Мартин смотрит на меня с минуту и затем произносит невыразительно:
— Если ты этого хочешь.
— Хочу.
Он кивает, кладет книгу на тумбочку и гасит свет. Привлекает меня к себе, стягивает с меня ночную сорочку. Сердце екает. Я гоню от себя воспоминания о том, как это происходило со мной последний раз, и сосредоточенно думаю о своей первой близости с мужчиной. Хочу, чтобы Мартин меня поцеловал. Жажду его поцелуев. Но он не целует. Его ладони скользят по моему телу, проникая в его самые заветные уголки, и меня пробирает дрожь наслаждения. Но он меня не целует. И вот он уже на мне, овладевает мною. Восхитительное, бесподобное ощущение. Большего блаженства я еще не знала. Наша близость не пронизана ожесточенностью, как это было со мной в тот самый последний раз. Но и страсти его я не чувствую. Наконец напряжению дан выход, возбуждение улеглось, но Мартин по-прежнему меня не целует. Мы доставили друг другу удовольствие, только и всего. Никакой взаимной любви — просто удовлетворение физических потребностей. Он не просит меня удалиться, а я сама уходить не хочу. Но я не прижимаюсь к нему, не сворачиваюсь калачиком в его объятиях.

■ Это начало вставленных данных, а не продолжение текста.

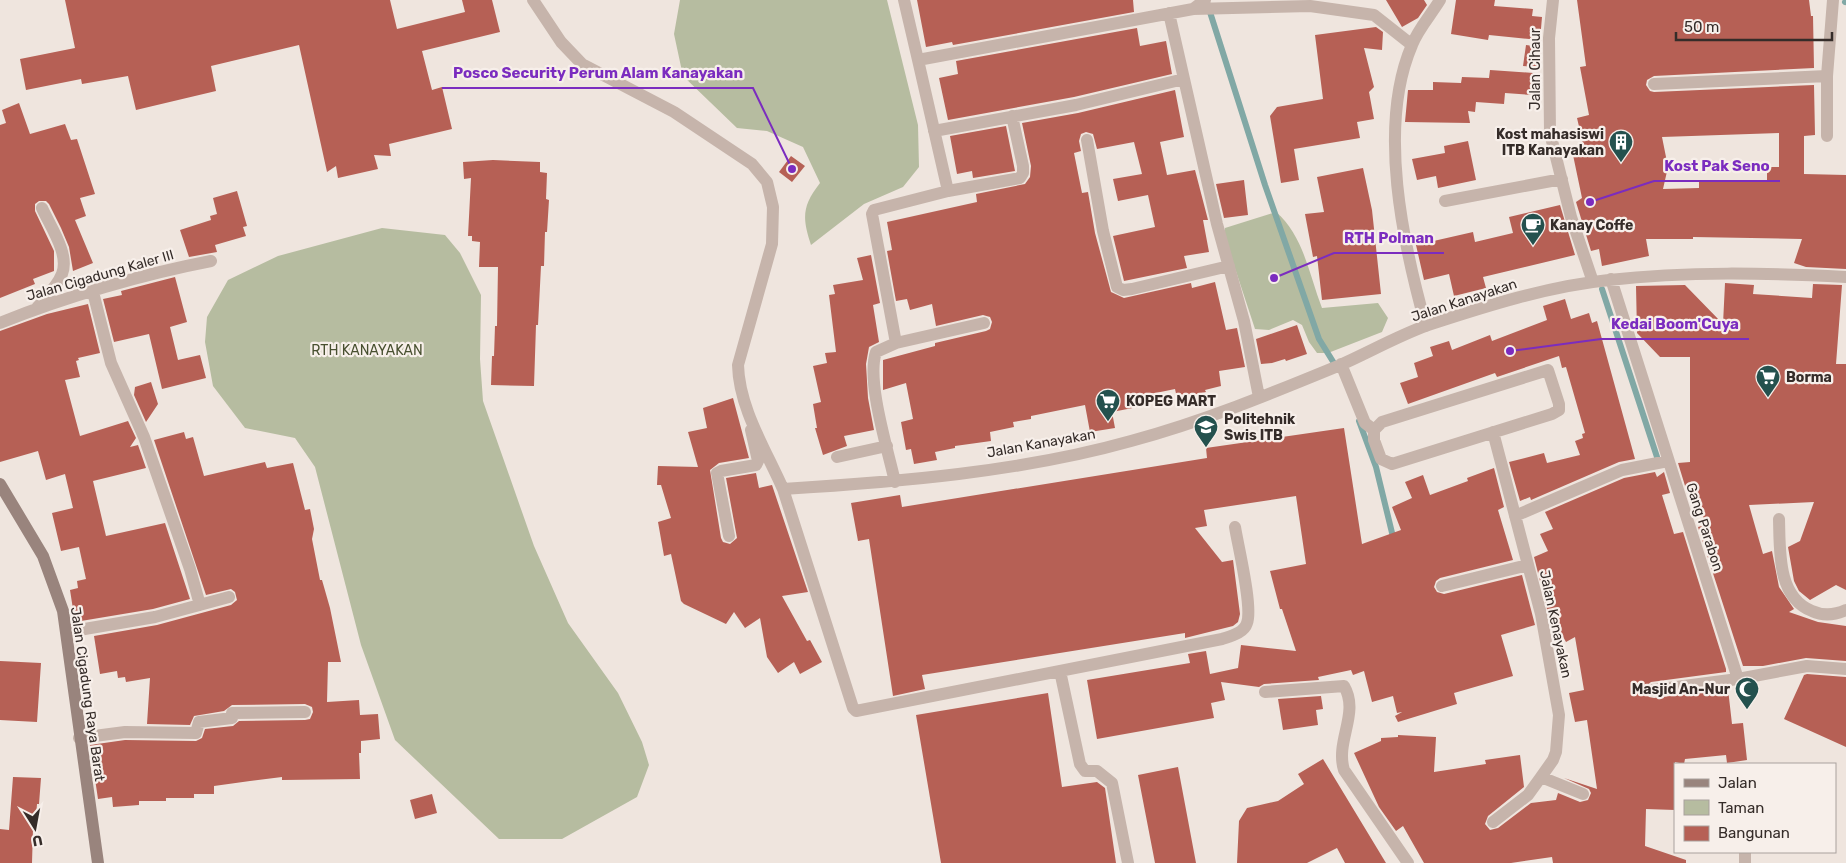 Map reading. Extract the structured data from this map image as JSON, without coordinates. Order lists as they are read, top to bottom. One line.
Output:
{"streets":{"street":["Jalan Cihaur","Jalan Cigadung Kaler III","Jalan Kanayakan","Gang Parabon","Jalan Kenayakan","Jalan Cigadung Raya Barat"]},"crossings":[["Jalan Cihaur","Jalan Kanayakan"],["Jalan Kanayakan","Gang Parabon"]],"parks":["RTH KANAYAKAN"],"places":{"building":["Kost mahasiswi ITB Kanayakan"],"other":["Posco Security Perum Alam Kanayakan","Kost Pak Seno","RTH Polman","Kedai Boom'Cuya"],"cafe":["Kanay Coffe"],"supermarket":["Borma","KOPEG MART"],"school or university":["Politehnik Swis ITB"],"mosque":["Masjid An-Nur"]},"legend":["Jalan","Taman","Bangunan"],"scale_bar":"50 m","north":"bottom"}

Когда я просыпаюсь, Мартин уже на ногах. Он желает мне доброго утра, и по его тону я понимаю, что между нами ничего не изменилось.
Чуть позже я нахожу мужа в глубине котельной, где он, орудуя мастерком, сооружает что-то из кирпичей. Рядом с ним старый таз, в котором он намешал раствор. Длина стенки — примерно семь футов, глубина ниши — около пяти футов.
— Тоник для волос должен вызревать в теплом темном месте, — объясняет Мартин в ответ на мой взгляд, будто на уме у меня только один этот вопрос. — Я делаю хранилище.
На мой взгляд, это слишком уж радикальная мера. Зачем уродовать котельную столь долговечным сооружением? Какой смысл?
— Разве здесь недостаточно тепло и темно? — спрашиваю я.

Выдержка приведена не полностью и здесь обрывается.